Южанин вскоре ушел, и северянин последовал его примеру — хотя конкретной цели у него не нашлось, он отправился просто бродить по городу, по улице Фуар, исполненной разного рода школ, по случаю весеннего времени по большей части открытых. Взобрался он и на гору Сен-Женевьев, где велось под открытым небом сразу несколько диспутов, еще какой-то моложавый магистр толковал горстке сопляков откровения Исайи, одноногий нищий, с гордостью демонстрируя свои язвы, попросил у Алена денежку — и получил целых два денье… Ален постоял тут и там, встрял в спор о значении Аристотелева выражения, что люди «male natisunt ad sciendum»[7] — и пошел дальше, понимая, что совершенно не знает, куда себя деть.

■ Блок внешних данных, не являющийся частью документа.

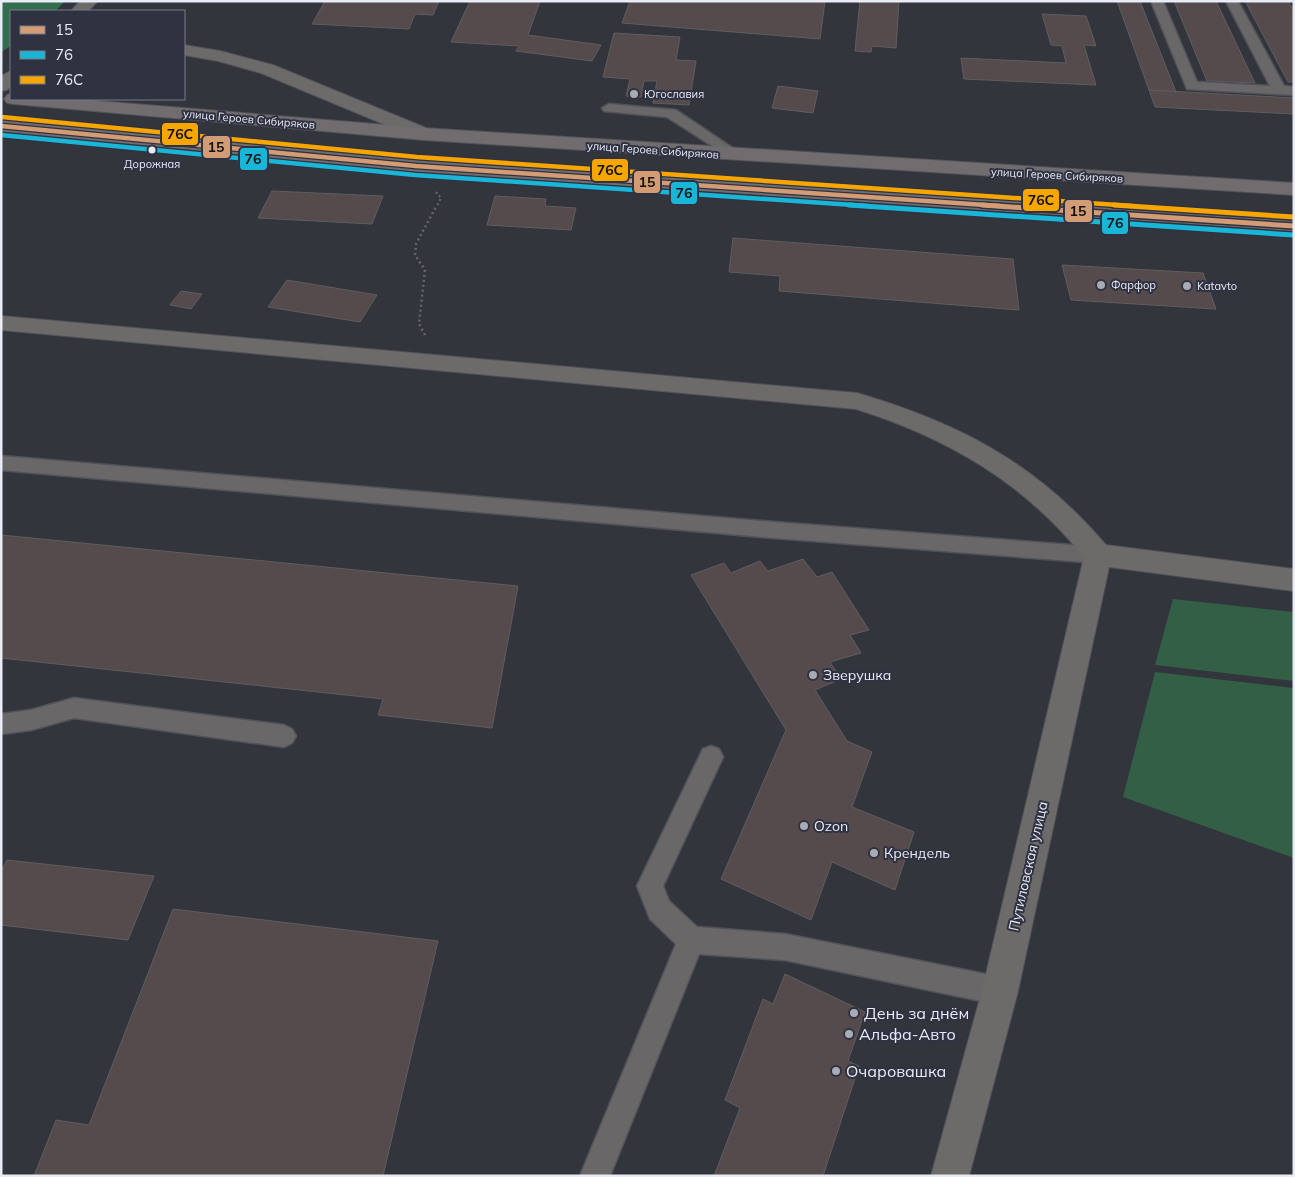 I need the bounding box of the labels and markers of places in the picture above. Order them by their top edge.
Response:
place label: Югославия [644,87,704,101]
marker: Югославия [628,88,640,100]
marker: Дорожная [147,145,157,155]
place label: Дорожная [124,157,180,171]
place label: Фарфор [1111,278,1156,292]
marker: Фарфор [1095,279,1107,291]
place label: Katavto [1197,279,1237,293]
marker: Katavto [1181,280,1193,292]
place label: Зверушка [823,666,891,684]
marker: Зверушка [807,669,819,681]
place label: Ozon [814,817,848,835]
marker: Ozon [798,820,810,832]
place label: Крендель [884,844,950,862]
marker: Крендель [868,847,880,859]
place label: День за днём [864,1003,969,1023]
marker: День за днём [848,1007,860,1019]
place label: Альфа-Авто [859,1024,956,1044]
marker: Альфа-Авто [843,1028,855,1040]
place label: Очаровашка [846,1061,946,1081]
marker: Очаровашка [830,1065,842,1077]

Впору вернуться севернее, к Сен-Жюльену, и попроситься обратно к Пьеру-Бенуа, тем более что вернуть заплаченные вперед деньги Ален так и не смог у него потребовать… Интересно, как эта достойная личность объяснила ученикам свой синяк под глазом? И еще интересно — неужели у него вышел первый такой случай? И чем кончались предыдущие — тем же самым, или, может быть… Он сплюнул, ясно понимая, что куда-куда, а на улицу Гарланд все-таки не вернется.